Forever-Young / mrab-regex-hg

Automatically exported from code.google.com/p/mrab-regex-hg
0 stars 0 forks source link

* operator not working correctly with sub() #106

Closed GoogleCodeExporter closed 9 years ago

GoogleCodeExporter commented 9 years ago
>>> regex.sub('.*', 'x', 'test')
u'xx' <--- This is wrong

>>> regex.sub('.+', 'x', 'test')
u'x'

>>> re.sub('.*', 'x', 'test')
u'x' <--- This is correct

>>> regex.sub('.*?', '|', 'test')
u'|||||||||' <--- This is wrong

>>> re.sub('.*?', '|', 'test')
u'|t|e|s|t|' <--- This is correct

python 2.7 64-bit linux, compiled from source regex version 2.4.39

Original issue reported on code.google.com by adse...@calibre-ebook.com on 30 Jan 2014 at 1:28

GoogleCodeExporter commented 9 years ago
How it should behave is a bit of a grey area.

The re module says 'x' and '|t|e|s|t|'.

Perl and PCRE says 'xx' and '|||||||||'.

This is because .* and .*? can/could match 0 characters after matching the >0 
characters, and there are cases where the re module definitely gets it wrong, 
so it's not clear whether the re module is getting it right here.
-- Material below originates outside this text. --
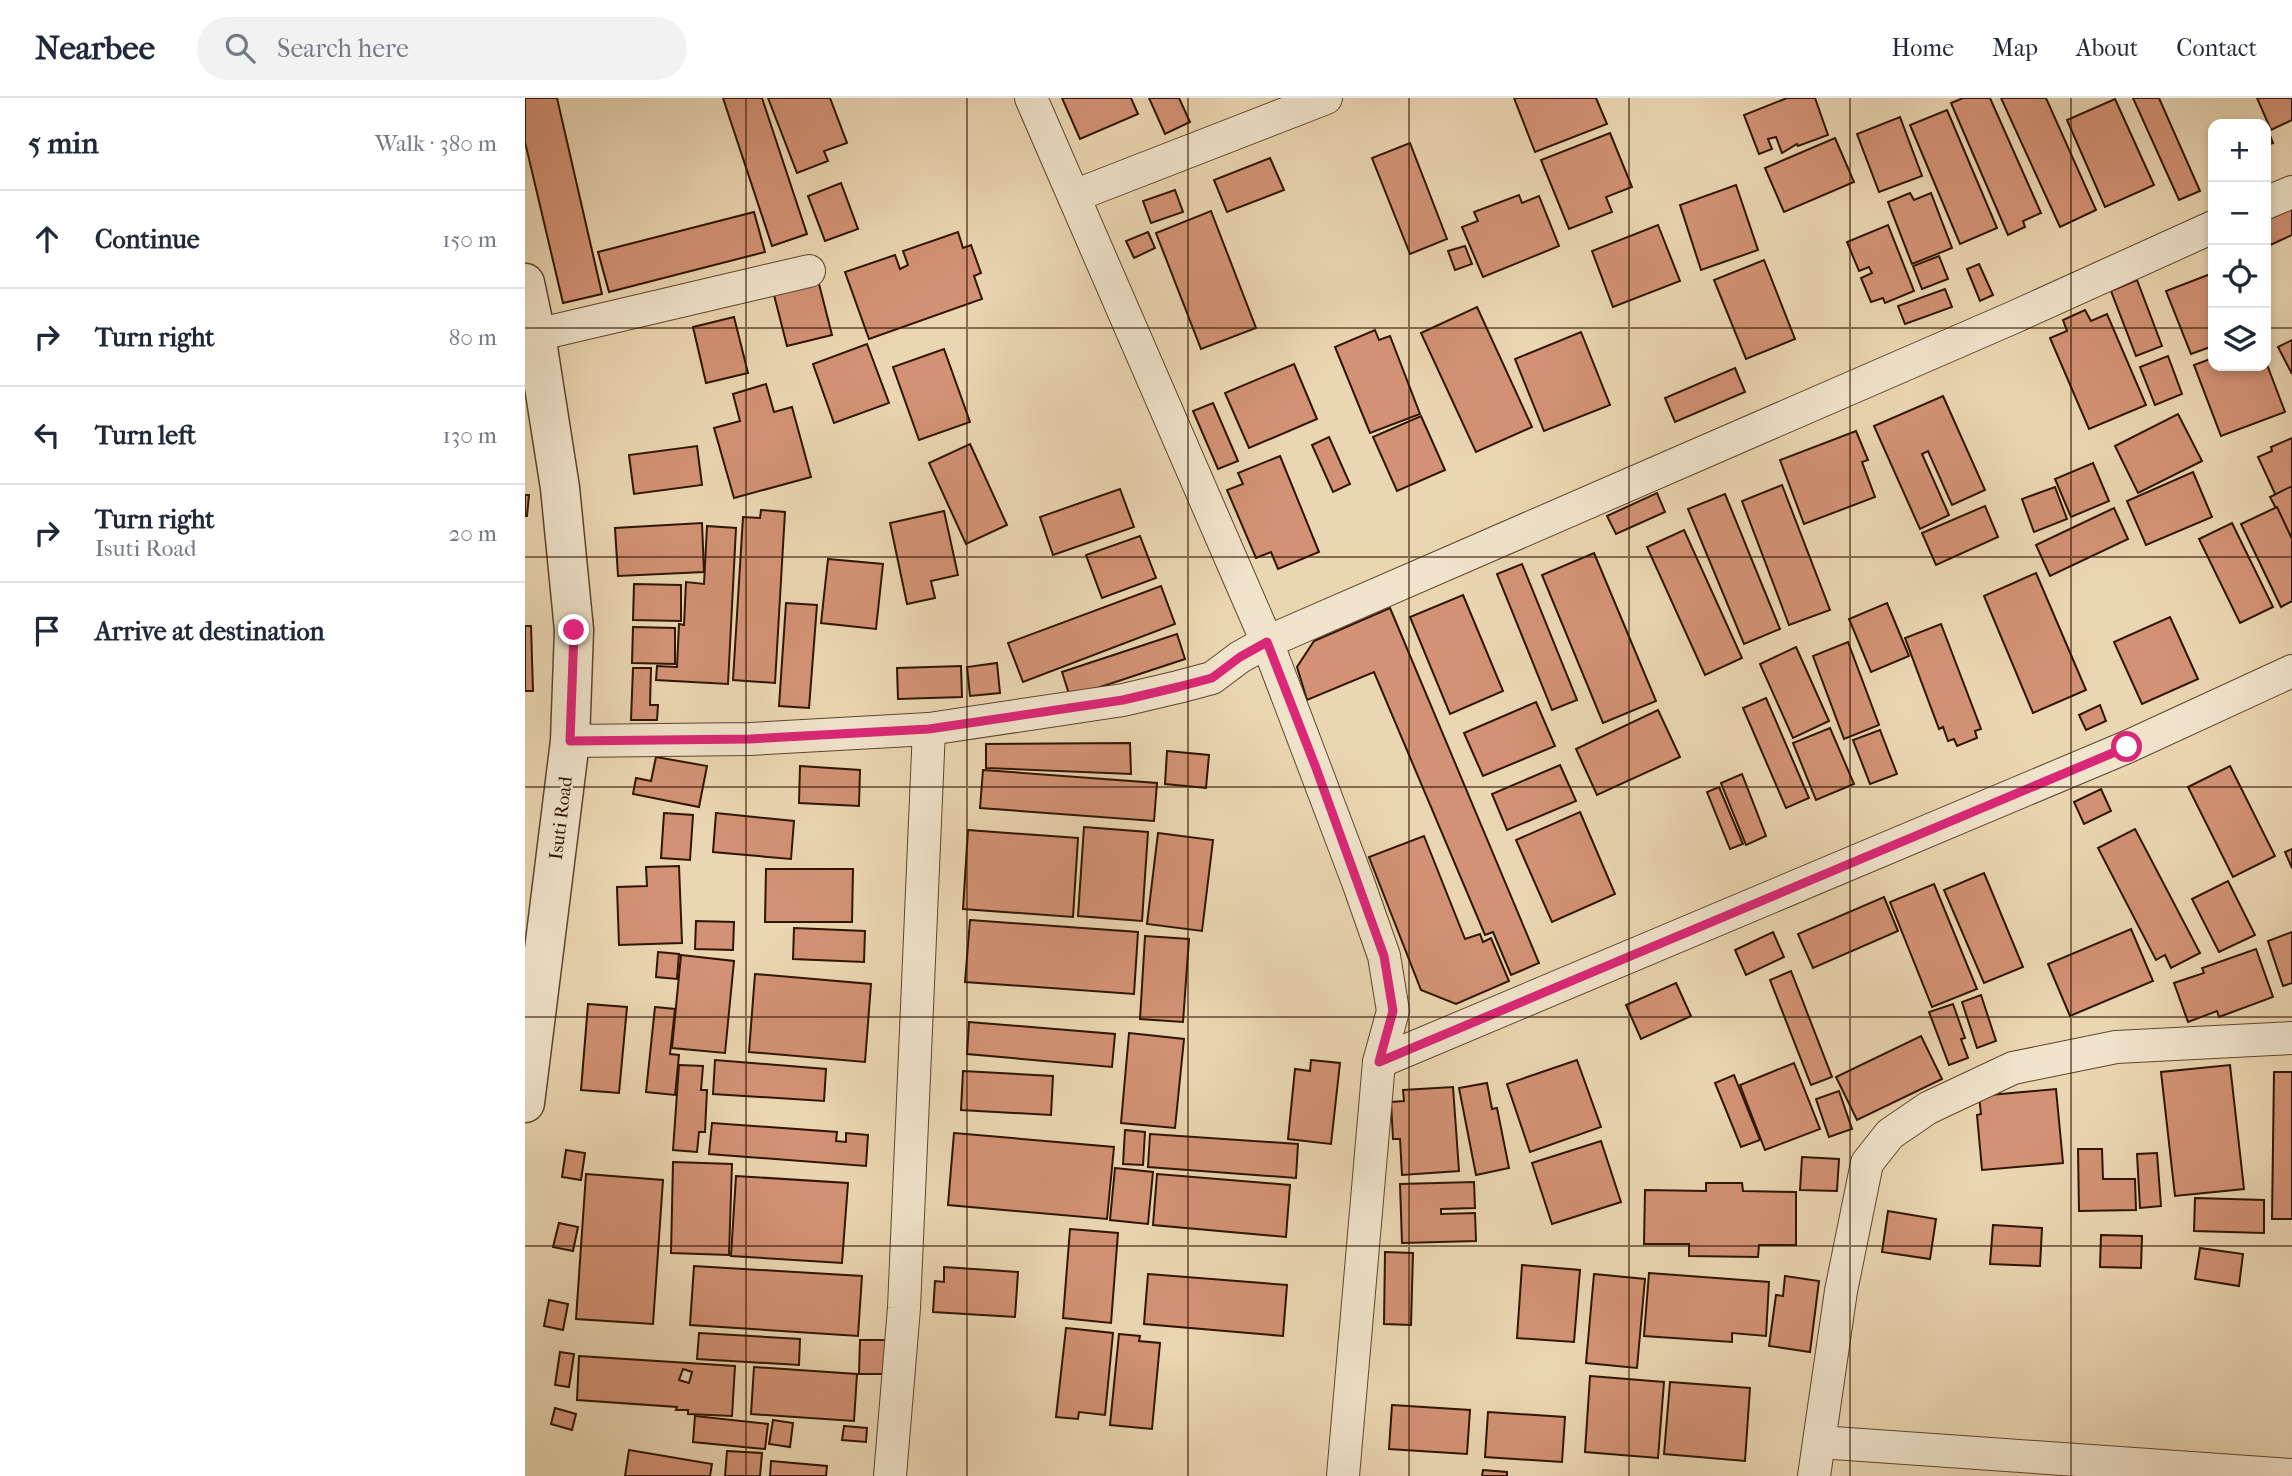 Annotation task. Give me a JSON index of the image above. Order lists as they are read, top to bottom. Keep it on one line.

Original comment by re...@mrabarnett.plus.com on 30 Jan 2014 at 3:03

GoogleCodeExporter commented 9 years ago
Hmm well I dont really have an opinion. The behavior of re seems intuitively 
correct to me, but then that may just be because I have been using re for 
years. 

I just thought I'd report the discrepancy, as one of the goals of regex is (as 
I understand it) to replace re as seamlessly as possible.

Original comment by adse...@calibre-ebook.com on 30 Jan 2014 at 3:09

GoogleCodeExporter commented 9 years ago
Fixed in regex 2014.01.30.

It now behaves more like the re module in the version 0 behaviour.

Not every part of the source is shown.